Joyce Ng – Updated on Mar 09, 2009 – SCMP
A green group has called for the return of buses without air conditioning to improve ventilation after finding the air inside some air-conditioned buses had carbon dioxide concentrations four to eight times higher than that in average outdoor air.
The higher concentrations inside buses could encourage the spread of illnesses such as influenza among passengers, Green Sense president Roy Tam Hoi-pong said.
His group in December conducted half-hour measurements on eight KMB buses and one New World First bus, which were all air-conditioned. The tests found carbon dioxide concentrations ranging from 824 to 3,144 parts per million (ppm), the average being 1,643ppm.

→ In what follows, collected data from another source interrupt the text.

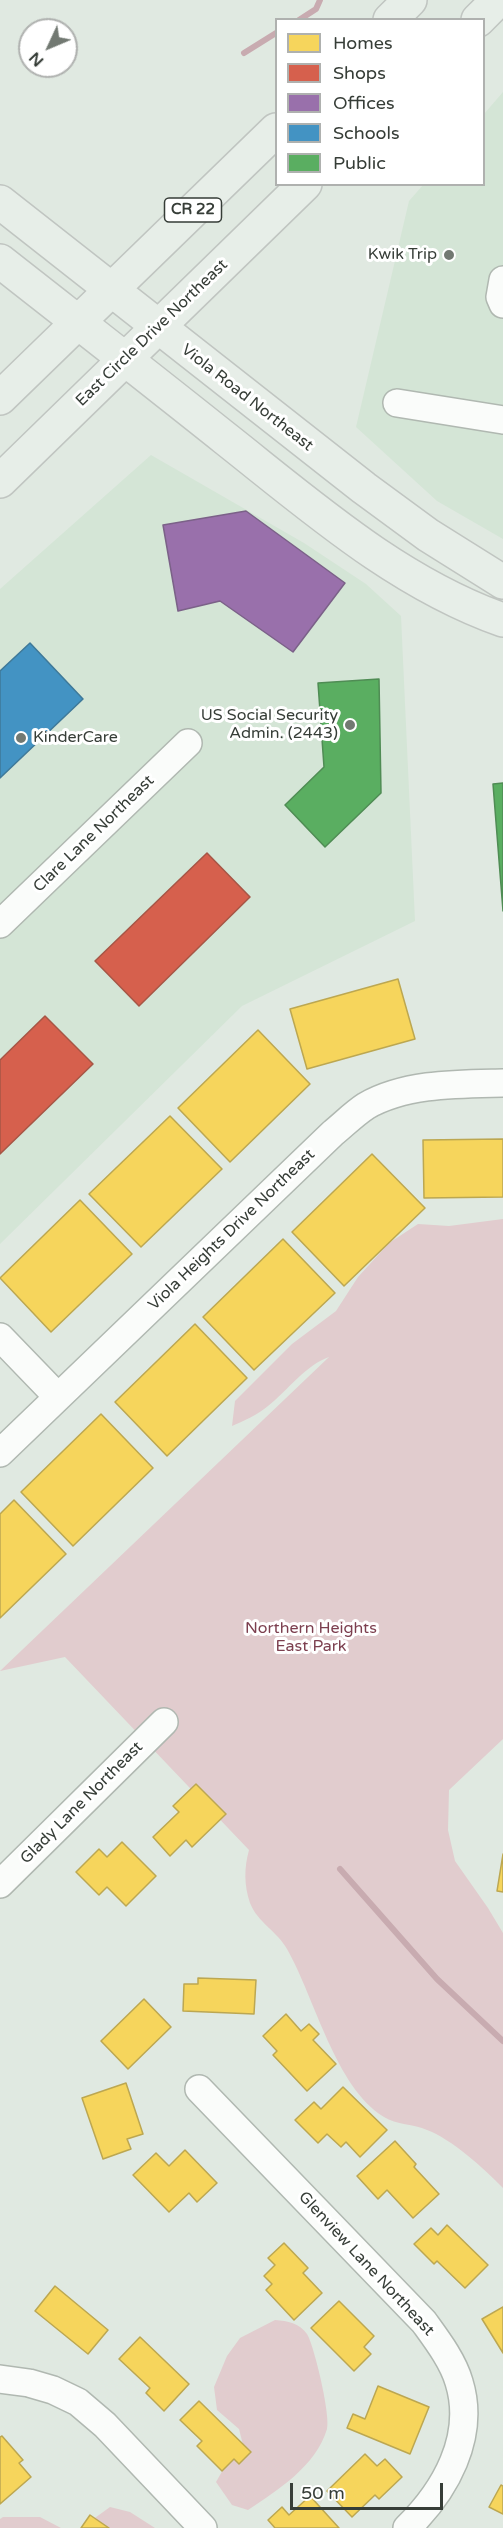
<!DOCTYPE html>
<html>
<head>
<meta charset="utf-8">
<style>
	body { margin:0 }
	#map { position:relative; width:503px; height:2528px; overflow:hidden; background:#e0e9e1; font-family:"Varela Round",sans-serif }
	canvas { display:block }
	.legend { position:absolute; left:275px; top:18px; width:210px; height:168px; box-sizing:border-box; background:#fff; border:2px solid #afb1af; margin:0; padding:8px 10px; list-style:none; font-size:18px; color:#363d37 }
	.legend li { display:flex; align-items:center; gap:12px; height:30px }
	.legend b { width:30px; border:2px solid #afb1af }
	.north { position:absolute; left:18px; top:18px; width:60px; height:60px; box-sizing:border-box; background:#fff; border:2px solid #afb1af; border-radius:50%; rotate:226deg; font-size:16px; font-weight:700; line-height:24px; text-align:center; color:#363d37 }
	.north::after { content:''; display:block; margin:auto; width:21px; height:27px; background:#727972; clip-path:polygon(50% 0,100% 100%,50% 72%,0 100%) }
	.scale { position:absolute; left:290px; top:2483px; width:153px; height:27px; box-sizing:border-box; border:3px solid #363d37; border-top:0; padding-left:8px; font-size:18px; line-height:21px; white-space:nowrap; color:#363d37; -webkit-text-stroke:4px #fff; paint-order:stroke }
</style>
</head>
<body>
<div id="map">
<canvas width="503" height="2528"></canvas>
<ul class="legend">
<li><b style="height:16px;background:#f6d55c"></b>Homes</li>
<li><b style="height:16px;background:#d6604d"></b>Shops</li>
<li><b style="height:16px;background:#9970ab"></b>Offices</li>
<li><b style="height:16px;background:#4393c3"></b>Schools</li>
<li><b style="height:16px;background:#5aae61"></b>Public</li>
</ul>
<div class="north">N</div>
<div class="scale">50 m</div>
</div>
<script>
const ctx = document.querySelector('canvas').getContext('2d');
ctx.lineJoin = 'round';
function fillPath(path, color) { ctx.fillStyle = color; ctx.fill(path, 'evenodd'); }
function stroke(path, color, width, dash) { ctx.strokeStyle = color; ctx.lineWidth = width; ctx.lineCap = dash ? 'butt' : 'round'; ctx.setLineDash(dash || []); ctx.stroke(path); }
function drawText(font, color, halo, rows, align = 'center') {
  ctx.font = font + ' "Varela Round",sans-serif'; ctx.lineWidth = 6; ctx.setLineDash([]); ctx.textBaseline = 'middle'; ctx.strokeStyle = halo; ctx.fillStyle = color; for (const [text, x, y, turn = 0] of rows) {
    ctx.save(); ctx.translate(x, y); ctx.rotate((+turn || 0) * Math.PI / 180); ctx.textAlign = isNaN(turn) ? turn : align; if (halo) ctx.strokeText(text, 0, 0); ctx.fillText(text, 0, 0); ctx.restore();
  }
}
fillPath(new Path2D(`
	M 503,92 L 503,539 L 437,501 L 356,427 L 409,201 L 423,185 L 484,184 L 484,114 Z
	M 151,455 L 304,543 L 366,584 L 401,616 L 415,921 L 242,1006 L 0,1244 L 0,589 Z`), '#d4e5d6');
fillPath(new Path2D(`
	M 503,1219 L 503,1739 L 449,1790 L 448,1830 L 455,1861 L 488,1908 L 503,1933 L 503,2188 C 486,2170 450,2138 427,2130 C 414,2124 396,2125 384,2117 C 335,2087 315,1998 287,1949 C 277,1931 258,1923 250,1903 C 244,1885 244,1868 249,1850 L 65,1657 L 0,1671 L 329,1357 C 306,1365 288,1390 268,1406 C 257,1415 244,1421 232,1426 L 235,1401 L 292,1344 L 336,1311 L 358,1277 L 389,1243 L 418,1224 L 449,1226 Z
	M 275,2320 C 288,2321 299,2323 307,2334 C 314,2345 331,2416 327,2429 C 316,2466 278,2490 248,2510 L 232,2505 L 216,2482 L 228,2461 L 243,2445 L 239,2429 L 217,2410 L 214,2387 L 227,2356 L 240,2338 Z
	M 110,2507 L 130,2512 L 155,2528 L 81,2528 Z
	M 3,2517 L 40,2517 L 61,2528 L 0,2528 L 0,2519 Z`), '#e1ccce');
const homes = new Path2D(`
	M 398,979 L 415,1039 L 307,1069 L 290,1009 Z
	M 258,1030 L 310,1084 L 230,1162 L 178,1108 Z
	M 170,1116 L 222,1169 L 141,1247 L 89,1194 Z
	M 503,1139 L 503,1197 L 424,1198 L 423,1140 Z
	M 372,1154 L 425,1208 L 344,1286 L 292,1232 Z
	M 80,1200 L 132,1254 L 51,1332 L 0,1278 Z
	M 283,1239 L 335,1293 L 254,1370 L 203,1317 Z
	M 195,1324 L 247,1378 L 167,1456 L 115,1402 Z
	M 101,1414 L 153,1468 L 73,1546 L 21,1492 Z
	M 14,1500 L 66,1554 L 0,1618 L 0,1514 Z
	M 196,1784 L 226,1814 L 192,1847 L 186,1840 L 170,1856 L 153,1837 L 179,1812 L 173,1806 Z
	M 122,1842 L 156,1876 L 126,1906 L 107,1887 L 99,1895 L 76,1872 L 99,1849 L 107,1857 Z
	M 503,1854 L 503,1892 L 497,1891 Z
	M 198,1978 L 256,1980 L 254,2014 L 183,2011 L 184,1984 L 198,1984 Z
	M 144,1999 L 171,2027 L 128,2069 L 101,2041 Z
	M 286,2014 L 301,2031 L 309,2024 L 319,2034 L 313,2040 L 336,2064 L 307,2091 L 273,2055 L 277,2051 L 263,2036 Z
	M 126,2083 L 143,2134 L 127,2139 L 131,2149 L 103,2159 L 82,2098 Z
	M 343,2087 L 387,2130 L 360,2157 L 346,2142 L 341,2147 L 327,2134 L 318,2143 L 295,2120 L 314,2102 L 321,2109 Z
	M 395,2141 L 416,2164 L 414,2167 L 439,2194 L 413,2218 L 387,2190 L 378,2199 L 357,2176 Z
	M 185,2150 L 217,2183 L 197,2202 L 189,2193 L 169,2212 L 133,2175 L 156,2153 L 169,2166 Z
	M 447,2225 L 488,2265 L 465,2288 L 437,2261 L 434,2264 L 414,2244 L 431,2228 L 438,2235 Z
	M 284,2243 L 308,2268 L 303,2273 L 322,2293 L 294,2320 L 266,2290 L 272,2284 L 264,2276 L 275,2265 L 268,2258 Z
	M 55,2286 L 108,2330 L 88,2354 L 35,2311 Z
	M 339,2301 L 374,2336 L 364,2347 L 371,2354 L 354,2371 L 311,2328 Z
	M 503,2307 L 503,2353 L 482,2319 Z
	M 140,2337 L 189,2384 L 164,2411 L 146,2393 L 150,2388 L 119,2359 Z
	M 378,2386 L 429,2407 L 410,2454 L 347,2428 L 353,2414 L 365,2419 Z
	M 199,2401 L 251,2452 L 239,2464 L 234,2459 L 222,2471 L 197,2446 L 202,2441 L 180,2420 Z
	M 2,2436 L 23,2460 L 19,2463 L 31,2477 L 0,2504 L 0,2437 Z
	M 365,2454 L 377,2466 L 385,2459 L 402,2477 L 379,2499 L 375,2495 L 352,2517 L 327,2491 Z
	M 501,2485 L 503,2486 L 503,2514 L 489,2507 Z
	M 310,2496 L 339,2528 L 275,2528 L 268,2520 L 282,2507 L 289,2515 Z
	M 90,2515 L 109,2528 L 81,2528 Z`);
fillPath(homes, '#f6d55c');
stroke(homes, '#bca751', 1.5);
const shops = new Path2D(`
	M 207,853 L 250,897 L 139,1006 L 95,961 Z
	M 45,1016 L 93,1064 L 0,1154 L 0,1060 Z`);
fillPath(shops, '#d6604d');
stroke(shops, '#a65646', 1.5);
const offices = new Path2D(`
	M 246,511 L 345,583 L 293,652 L 220,601 L 178,611 L 163,525 Z`);
fillPath(offices, '#9970ab');
stroke(offices, '#7b6188', 1.5);
const schools = new Path2D(`
	M 30,643 L 83,699 L 0,778 L 0,671 Z`);
fillPath(schools, '#4393c3');
stroke(schools, '#3f7999', 1.5);
const public = new Path2D(`
	M 379,679 L 381,793 L 325,847 L 285,805 L 324,767 L 318,683 Z
	M 503,783 L 503,911 L 493,784 Z`);
fillPath(public, '#5aae61');
stroke(public, '#4f8c54', 1.5);
stroke(new Path2D(`
	M 299,20 L 316,9 L 320,0
	M 244,53 L 276,33
	M 340,1869 L 437,1979 L 503,2041`), '#c8abb0', 6);
const minor = new Path2D(`
	M 503,280 L 500,297 L 503,304
	M 397,403 L 503,420
	M 0,924 L 188,743
	M 0,1337 L 58,1397
	M 0,1453 L 333,1133 C 344,1124 355,1113 366,1106 C 406,1083 459,1084 503,1083
	M 0,1884 L 164,1722
	M 199,2089 L 424,2322 C 437,2340 453,2361 459,2382 C 476,2437 445,2491 407,2528
	M 0,2379 L 29,2383 L 53,2390 L 78,2402 L 105,2425 L 203,2528`);
const major = new Path2D(`
	M 390,20 L 410,0
	M 478,20 L 498,0
	M 0,202 L 364,488 L 428,535 L 503,582
	M 0,261 C 75,320 151,379 226,439 C 312,507 398,583 503,620
	M 0,398 L 276,130
	M 0,481 L 305,184`);
stroke(minor, '#b0b8b1', 30);
stroke(major, '#c0c5c1', 36);
stroke(minor, '#fafcfa', 27);
stroke(major, '#e7eee8', 33);
for (const [x, y, r, color] of [
	[449,255,6,"#727972"],
	[350,725,6,"#727972"],
	[21,738,6,"#727972"]
]) { const dot = new Path2D(); dot.arc(x, y, r, 0, 2 * Math.PI); ctx.fillStyle = color; ctx.fill(dot); stroke(dot, '#fff', 2); }
for (const [x, y, w] of [
	[193,210,57]
]) { const box = new Path2D(); box.roundRect(x - w / 2, y - 12, w, 24, 4.5); ctx.fillStyle = '#fff'; ctx.fill(box); stroke(box, '#363d37', 1.5); }
drawText('bold 15px', '#363d37', null, [
	["CR 22",193,210]
]);
drawText('16px', '#363d37', '#fff', [
	["Kwik Trip",437,255],
	["US Social Security",338,716],
	["Admin. (2443)",338,734],
	["KinderCare",33,738,"left"]
], 'right');
drawText('16px', '#363d37', '#fff', [
	["East Circle Drive Northeast",152,333,-44],
	["Viola Road Northeast",247,398,38],
	["Clare Lane Northeast",94,834,-44],
	["Viola Heights Drive Northeast",232,1230,-44],
	["Glady Lane Northeast",82,1803,-45],
	["Glenview Lane Northeast",366,2264,47]
]);
drawText('16px', '#7c3f4f', '#fff', [
	["Northern Heights",311,1629],
	["East Park",311,1647]
]);
</script>
</body>
</html>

The highest was recorded on a KMB route 15 bus running from Lam Tin to Hung Hom.
None of the readings exceeded the Environmental Protection Department’s air quality guideline for air-conditioned buses, which regards an hourly average below 2,500ppm to be good and anything below 3,500ppm not harmful to health.
However, Mr Tam and Medical Association vice-president Alvin Chan Yee-shing said the guideline was too loose. Outdoor air normally had a concentration of 400ppm to 500ppm, Mr Tam said. “The higher the concentration, the poorer the ventilation inside the bus. It makes passengers feel tired and dizzy.”
Air-conditioned buses also wasted 5 to 10 per cent of their fuel driving the air-conditioning system, he said.
Dr Chan said the result was “alarming”, especially in the flu season; viruses would linger in stagnant air and spread among passengers.
A survey of 517 passengers by the group found 65 per cent supported use of non-air-con buses in winter.
KMB principal engineer Kane Shum Suet-hung said more than half the company’s fleet had electronic air cleaners to filter out contaminants. He said the opening and closing of doors brought in, on average, 8,000 cubic metres of fresh air per hour.